The original ideas came from the Vulcan project, whose goal was to have a multi-threaded shared cache architecture, the side effect of which offered quite a different architecture, known as "no shared cache mode", implemented both by Jim Starkey and the guys at the SAS Institute. This original idea evolved into what we currently know as Superclassic architecture in Firebird.

What is Superclassic?

The key ideas behind this architecture allow multiple processes to access the same database files simultaneously and each of these processes may have multiple threads accessing this database. So it's quite a flexible configuration which follows a lot of different processes and threads. Superclassic inherits the key points of the Classic architecture, such as separate page cache and metedata cache per user connection. All these caches may reside in a single process or multiple processes, with pooled multiple worker threads. Database access can be safely shared among Classic, Superclassic and Embedded processes:

(Image copyright Dmitry Yemanov)

Firebird 2.5 has established a common threading platform for all incremations of Firebird for all its architectures. The common threading platform means that finally all kinds of Firebird are aware of threads linked to the corresponding system libraries. Finally the entire code base is thead-safe, both inside the engine itself and including client and embedded libraries. It can now also offer better concurrency over these threads. Thread support also opens abilities to provide asynchronous clean up of remote connections, for example, after a broken network link. It allows services or a sweep to run in the backgroud in a separate thread.

Even the Embedded engine is now based on the Superclassic architecture instead of the old Superserver architecture, where it locked the database file exclusively and didn't allow any other applications to work with it. So now not just your application but also other services, third-party tools and the like can access an embedded database and you can monitor the database whilst it's running, run queries, debug and so on and so on. One connection may be peformed directly from your application using the embedded library directly. At the same time another application may connect through the regular Classic server. And some other applications may establish multiple connections to the same database file using the Superclassic server. All process load, directly or indirectly, the embedded library, which acts as a core component of this architecture. The embedded library behaves the same way on all platforms, both on Windows and POSIX and it is absolutely thread-safe.

All architectures create separate lock tables for each database. So access to multiple databases on a single server, regardless of server type, runs independently.

Superclassic as an application

So far we have been talking about Superclassic as an architecture. But Superclassic is also an application; a kind of server installation setup. And in this regard the only difference between Classic and Superclassic is how it handles user connections. In Classic you have a dedicated process which listens for incoming requests.

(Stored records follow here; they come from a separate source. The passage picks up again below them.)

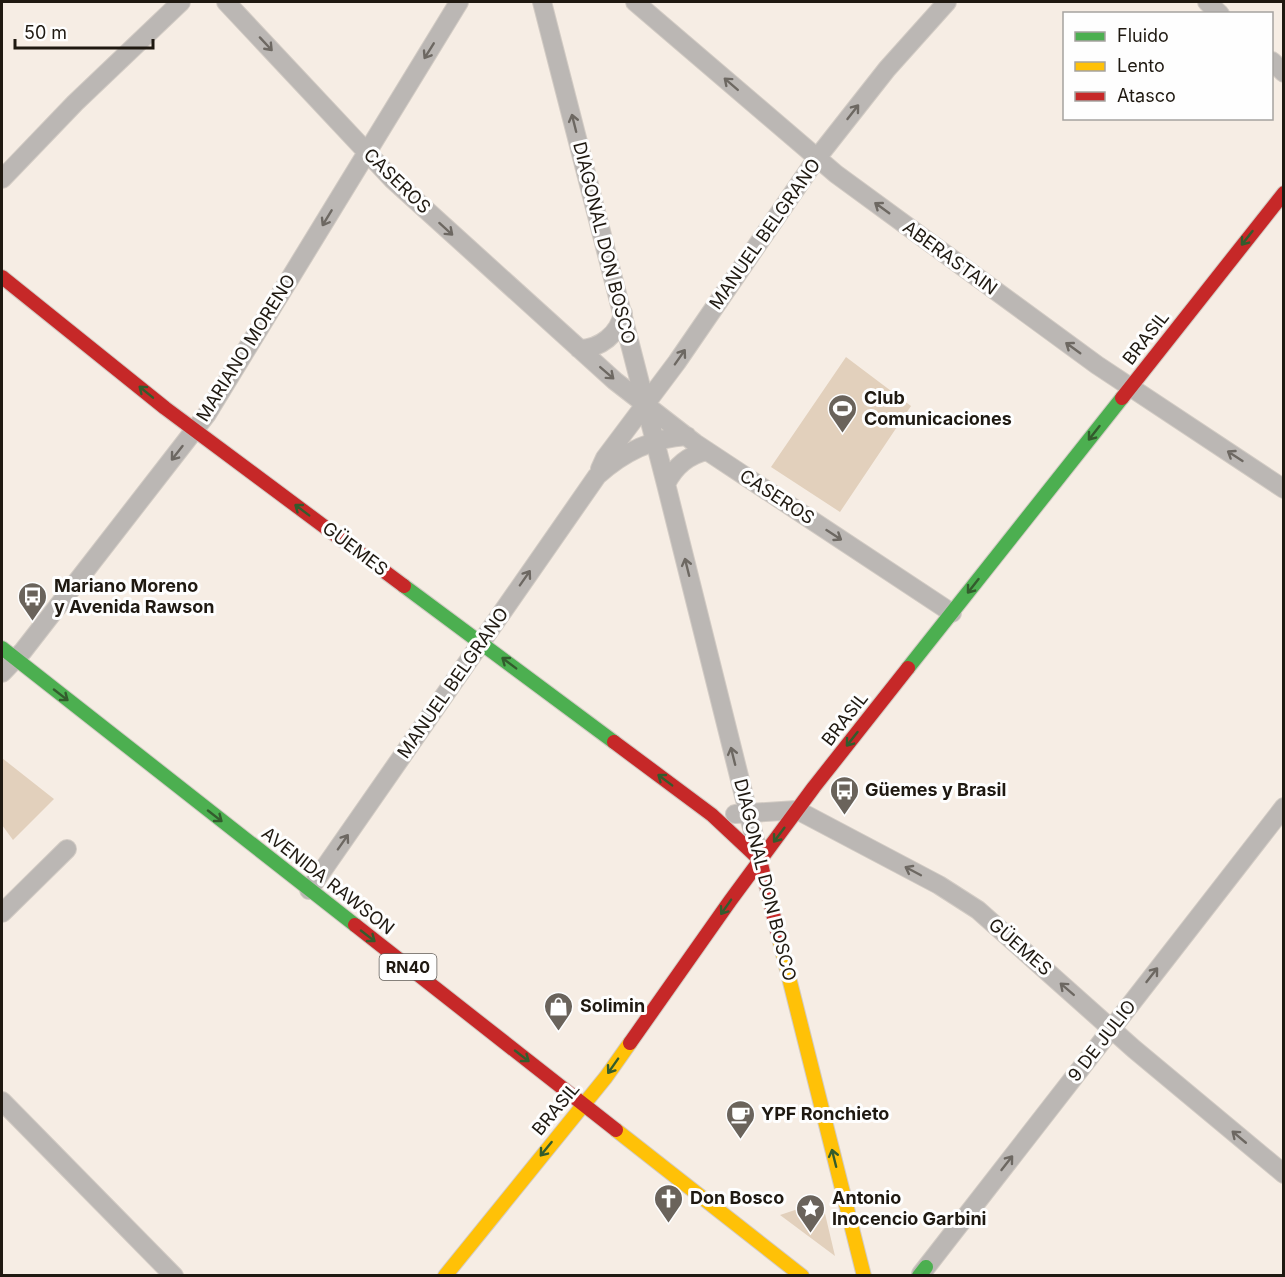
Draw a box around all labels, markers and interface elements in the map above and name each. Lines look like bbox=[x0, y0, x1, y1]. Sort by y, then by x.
scale bar bbox=[15, 12, 153, 50]
legend bbox=[1063, 12, 1273, 120]
text: 50 m bbox=[24, 22, 67, 43]
text: Fluido bbox=[1117, 25, 1169, 46]
one-way arrow bbox=[259, 37, 273, 52]
one-way arrow bbox=[422, 42, 434, 59]
text: Lento bbox=[1117, 55, 1165, 76]
one-way arrow bbox=[724, 77, 739, 91]
text: Atasco bbox=[1117, 85, 1176, 106]
one-way arrow bbox=[847, 104, 860, 120]
one-way arrow bbox=[567, 114, 579, 133]
street label: DIAGONAL DON BOSCO bbox=[569, 140, 640, 346]
street label: CASEROS bbox=[360, 144, 435, 218]
street label: MANUEL BELGRANO bbox=[705, 154, 824, 313]
one-way arrow bbox=[874, 202, 890, 215]
one-way arrow bbox=[320, 209, 332, 226]
street label: ABERASTAIN bbox=[899, 216, 1002, 299]
one-way arrow bbox=[438, 222, 453, 236]
one-way arrow bbox=[1241, 230, 1254, 246]
street label: MARIANO MORENO bbox=[192, 270, 299, 425]
street label: BRASIL bbox=[1118, 307, 1173, 369]
one-way arrow bbox=[1065, 342, 1081, 355]
one-way arrow bbox=[674, 350, 686, 366]
one-way arrow bbox=[599, 366, 614, 380]
one-way arrow bbox=[138, 386, 154, 399]
place label: Club Comunicaciones bbox=[864, 387, 1012, 429]
sports icon: Club Comunicaciones bbox=[827, 392, 859, 434]
one-way arrow bbox=[1087, 425, 1100, 441]
one-way arrow bbox=[170, 444, 183, 460]
one-way arrow bbox=[1228, 450, 1244, 462]
street label: CASEROS bbox=[736, 465, 818, 528]
one-way arrow bbox=[294, 503, 310, 516]
street label: GÜEMES bbox=[319, 516, 393, 580]
one-way arrow bbox=[825, 529, 842, 541]
one-way arrow bbox=[680, 558, 692, 577]
one-way arrow bbox=[519, 570, 532, 586]
place label: Mariano Moreno y Avenida Rawson bbox=[54, 575, 214, 617]
one-way arrow bbox=[967, 578, 980, 594]
bus stop icon: Mariano Moreno y Avenida Rawson bbox=[17, 580, 49, 622]
street label: MANUEL BELGRANO bbox=[393, 603, 512, 762]
one-way arrow bbox=[501, 657, 517, 670]
street label: BRASIL bbox=[817, 688, 872, 750]
one-way arrow bbox=[53, 689, 69, 702]
one-way arrow bbox=[846, 731, 859, 747]
one-way arrow bbox=[727, 747, 739, 766]
one-way arrow bbox=[657, 774, 673, 787]
bus stop icon: Güemes y Brasil bbox=[828, 774, 860, 816]
street label: DIAGONAL DON BOSCO bbox=[730, 777, 801, 983]
place label: Güemes y Brasil bbox=[865, 779, 1006, 800]
one-way arrow bbox=[206, 809, 222, 822]
street label: AVENIDA RAWSON bbox=[258, 822, 399, 939]
one-way arrow bbox=[772, 826, 785, 842]
one-way arrow bbox=[337, 834, 349, 850]
one-way arrow bbox=[905, 865, 923, 876]
one-way arrow bbox=[720, 898, 732, 914]
street label: GÜEMES bbox=[985, 913, 1057, 980]
one-way arrow bbox=[360, 929, 376, 942]
road number: RN40 bbox=[380, 954, 436, 980]
one-way arrow bbox=[1146, 968, 1159, 984]
one-way arrow bbox=[1060, 982, 1075, 996]
shop icon: Solimin bbox=[543, 990, 575, 1032]
place label: Solimin bbox=[580, 995, 645, 1016]
street label: 9 DE JULIO bbox=[1063, 996, 1140, 1086]
one-way arrow bbox=[513, 1049, 529, 1062]
one-way arrow bbox=[607, 1058, 620, 1074]
street label: BRASIL bbox=[528, 1078, 584, 1139]
cafe icon: YPF Ronchieto bbox=[724, 1098, 756, 1140]
place label: YPF Ronchieto bbox=[761, 1103, 889, 1124]
one-way arrow bbox=[1231, 1130, 1247, 1143]
one-way arrow bbox=[539, 1141, 552, 1157]
one-way arrow bbox=[828, 1149, 840, 1168]
one-way arrow bbox=[1001, 1155, 1014, 1171]
church icon: Don Bosco bbox=[653, 1182, 685, 1224]
place label: Don Bosco bbox=[690, 1187, 784, 1208]
place label: Antonio Inocencio Garbini bbox=[832, 1187, 986, 1229]
place icon: Antonio Inocencio Garbini bbox=[795, 1192, 827, 1234]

In Superclassic there is a single process, which both listens for incoming packets and threads. Superclassic maintains a thread pool. It doesn’t launch a new dedicated thread for every user connection. The threads are pooled so only those connections that are currently active - running queries, creating data etc. - will occupy a thread and the appropriate resources.

On Windows it’s the same executable as for the regular Classic, fb_inet_server. It has a new switch –m, which stands for multithreading. So just add the -a –m switches to the comment line to run the server as an application. To install Superclassic as a service you specify the same –m switch but to the service installation utility and you get the Superclassic installed as a service.

On Posix it was decided to introduce a new executable, fb_smp_server, which acts as a Superclassic hold process. It combines the listener and the actual engine code. It’s installed as a system daemon, similar to how you install the Superserver and it doesn’t require the listener provided by the system, which means it works similarly to fbserver with regard to attachment requirements and does not require [x]inetd.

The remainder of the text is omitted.